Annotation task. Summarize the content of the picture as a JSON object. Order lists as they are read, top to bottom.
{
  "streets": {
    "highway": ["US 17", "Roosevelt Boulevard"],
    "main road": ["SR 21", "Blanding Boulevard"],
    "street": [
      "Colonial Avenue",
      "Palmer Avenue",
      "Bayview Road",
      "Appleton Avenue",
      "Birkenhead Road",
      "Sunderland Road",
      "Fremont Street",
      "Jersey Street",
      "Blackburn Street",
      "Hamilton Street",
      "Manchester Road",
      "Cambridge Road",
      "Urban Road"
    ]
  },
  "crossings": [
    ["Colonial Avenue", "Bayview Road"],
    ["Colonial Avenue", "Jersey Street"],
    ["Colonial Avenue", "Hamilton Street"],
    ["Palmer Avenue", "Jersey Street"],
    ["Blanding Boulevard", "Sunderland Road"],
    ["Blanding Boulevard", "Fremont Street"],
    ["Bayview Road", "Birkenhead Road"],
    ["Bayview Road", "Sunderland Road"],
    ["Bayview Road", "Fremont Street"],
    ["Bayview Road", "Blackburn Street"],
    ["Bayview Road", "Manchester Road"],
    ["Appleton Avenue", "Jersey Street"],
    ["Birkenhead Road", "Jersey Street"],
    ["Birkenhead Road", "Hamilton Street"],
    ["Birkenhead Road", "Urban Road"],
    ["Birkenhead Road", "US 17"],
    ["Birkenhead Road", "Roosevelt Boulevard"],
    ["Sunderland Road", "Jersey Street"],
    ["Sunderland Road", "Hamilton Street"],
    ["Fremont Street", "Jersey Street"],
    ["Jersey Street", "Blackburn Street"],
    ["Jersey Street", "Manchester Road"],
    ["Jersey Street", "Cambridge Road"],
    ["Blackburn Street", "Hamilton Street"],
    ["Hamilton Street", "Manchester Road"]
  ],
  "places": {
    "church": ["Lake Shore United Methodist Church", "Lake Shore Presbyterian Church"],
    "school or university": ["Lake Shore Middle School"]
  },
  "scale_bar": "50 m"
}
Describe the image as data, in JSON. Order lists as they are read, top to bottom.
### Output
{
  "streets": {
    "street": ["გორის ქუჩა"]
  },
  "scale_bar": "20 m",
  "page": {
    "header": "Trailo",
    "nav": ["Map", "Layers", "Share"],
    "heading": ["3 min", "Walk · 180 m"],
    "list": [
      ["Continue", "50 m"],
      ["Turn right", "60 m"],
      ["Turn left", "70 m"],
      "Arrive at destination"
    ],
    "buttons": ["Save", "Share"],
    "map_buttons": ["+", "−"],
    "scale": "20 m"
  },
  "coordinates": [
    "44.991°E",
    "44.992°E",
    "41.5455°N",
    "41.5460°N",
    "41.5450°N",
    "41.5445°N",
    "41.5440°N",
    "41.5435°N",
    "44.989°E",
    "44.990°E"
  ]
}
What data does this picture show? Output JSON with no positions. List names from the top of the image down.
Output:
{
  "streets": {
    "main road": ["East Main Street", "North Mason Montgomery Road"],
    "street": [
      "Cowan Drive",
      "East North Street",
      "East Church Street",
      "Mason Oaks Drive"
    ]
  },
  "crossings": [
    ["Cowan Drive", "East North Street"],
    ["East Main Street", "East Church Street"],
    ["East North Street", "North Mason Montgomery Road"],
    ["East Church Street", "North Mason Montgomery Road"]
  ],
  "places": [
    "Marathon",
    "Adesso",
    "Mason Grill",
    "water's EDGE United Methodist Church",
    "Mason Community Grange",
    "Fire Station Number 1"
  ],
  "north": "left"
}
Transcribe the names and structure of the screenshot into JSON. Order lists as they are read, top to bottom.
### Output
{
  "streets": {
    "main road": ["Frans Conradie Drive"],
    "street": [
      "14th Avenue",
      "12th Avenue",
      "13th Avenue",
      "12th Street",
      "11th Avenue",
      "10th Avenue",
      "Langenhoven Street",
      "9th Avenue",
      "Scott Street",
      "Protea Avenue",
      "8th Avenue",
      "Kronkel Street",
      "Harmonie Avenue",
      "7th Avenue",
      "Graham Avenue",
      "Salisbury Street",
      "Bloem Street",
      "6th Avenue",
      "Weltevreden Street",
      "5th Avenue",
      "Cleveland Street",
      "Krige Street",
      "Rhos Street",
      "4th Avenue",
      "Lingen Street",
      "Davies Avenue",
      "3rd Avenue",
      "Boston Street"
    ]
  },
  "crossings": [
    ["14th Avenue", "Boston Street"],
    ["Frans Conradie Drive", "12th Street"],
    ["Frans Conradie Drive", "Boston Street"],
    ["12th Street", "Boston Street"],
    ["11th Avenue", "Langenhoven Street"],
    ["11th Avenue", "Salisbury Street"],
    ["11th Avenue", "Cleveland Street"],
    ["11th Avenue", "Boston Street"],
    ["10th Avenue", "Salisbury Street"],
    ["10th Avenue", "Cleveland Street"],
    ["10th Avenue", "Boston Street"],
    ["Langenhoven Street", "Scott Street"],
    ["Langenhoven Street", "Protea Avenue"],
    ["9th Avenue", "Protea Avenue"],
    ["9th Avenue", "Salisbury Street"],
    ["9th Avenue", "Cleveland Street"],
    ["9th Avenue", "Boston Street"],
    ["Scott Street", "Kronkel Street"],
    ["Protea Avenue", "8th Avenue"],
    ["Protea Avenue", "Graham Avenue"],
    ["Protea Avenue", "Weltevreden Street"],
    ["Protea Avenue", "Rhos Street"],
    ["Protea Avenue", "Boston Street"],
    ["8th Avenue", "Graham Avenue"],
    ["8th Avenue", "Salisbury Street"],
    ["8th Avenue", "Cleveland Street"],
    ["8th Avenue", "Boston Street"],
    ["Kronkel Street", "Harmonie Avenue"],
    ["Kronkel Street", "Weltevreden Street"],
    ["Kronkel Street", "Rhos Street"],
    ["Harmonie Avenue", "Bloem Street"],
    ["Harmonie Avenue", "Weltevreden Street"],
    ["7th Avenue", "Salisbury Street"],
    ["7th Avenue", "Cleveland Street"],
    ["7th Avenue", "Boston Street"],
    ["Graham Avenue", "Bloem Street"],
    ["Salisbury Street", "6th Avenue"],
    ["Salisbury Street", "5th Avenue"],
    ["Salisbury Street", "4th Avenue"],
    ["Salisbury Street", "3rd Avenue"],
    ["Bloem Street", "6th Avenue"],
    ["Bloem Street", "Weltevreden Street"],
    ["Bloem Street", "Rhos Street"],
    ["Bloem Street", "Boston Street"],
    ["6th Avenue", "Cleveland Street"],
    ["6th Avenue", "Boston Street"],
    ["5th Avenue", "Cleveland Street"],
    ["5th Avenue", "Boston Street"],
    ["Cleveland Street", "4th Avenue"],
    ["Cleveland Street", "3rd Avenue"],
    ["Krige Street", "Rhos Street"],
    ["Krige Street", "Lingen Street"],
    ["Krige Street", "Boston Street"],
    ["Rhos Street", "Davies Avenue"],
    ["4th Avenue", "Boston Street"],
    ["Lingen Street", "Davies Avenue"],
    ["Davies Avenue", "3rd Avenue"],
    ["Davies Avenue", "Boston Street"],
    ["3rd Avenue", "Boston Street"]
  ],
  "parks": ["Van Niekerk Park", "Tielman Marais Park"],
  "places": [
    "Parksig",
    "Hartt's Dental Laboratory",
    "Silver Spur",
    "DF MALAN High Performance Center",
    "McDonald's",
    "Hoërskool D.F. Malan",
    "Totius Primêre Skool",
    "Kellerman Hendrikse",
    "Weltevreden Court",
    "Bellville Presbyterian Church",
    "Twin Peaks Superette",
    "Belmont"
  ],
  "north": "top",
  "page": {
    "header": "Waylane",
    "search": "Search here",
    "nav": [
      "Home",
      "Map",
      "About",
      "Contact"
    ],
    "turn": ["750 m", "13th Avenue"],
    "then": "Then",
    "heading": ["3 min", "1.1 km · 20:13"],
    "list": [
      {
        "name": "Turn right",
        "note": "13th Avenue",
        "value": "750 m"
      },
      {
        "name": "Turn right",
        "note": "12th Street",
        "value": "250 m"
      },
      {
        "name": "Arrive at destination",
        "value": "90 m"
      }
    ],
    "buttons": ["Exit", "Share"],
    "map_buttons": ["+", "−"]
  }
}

### Instructions to follow
Work through the entries, filtering for the string "Birkenhead", and copy each line that holds it.

### Answer below
      "Birkenhead Road",
    ["Bayview Road", "Birkenhead Road"],
    ["Birkenhead Road", "Jersey Street"],
    ["Birkenhead Road", "Hamilton Street"],
    ["Birkenhead Road", "Urban Road"],
    ["Birkenhead Road", "US 17"],
    ["Birkenhead Road", "Roosevelt Boulevard"],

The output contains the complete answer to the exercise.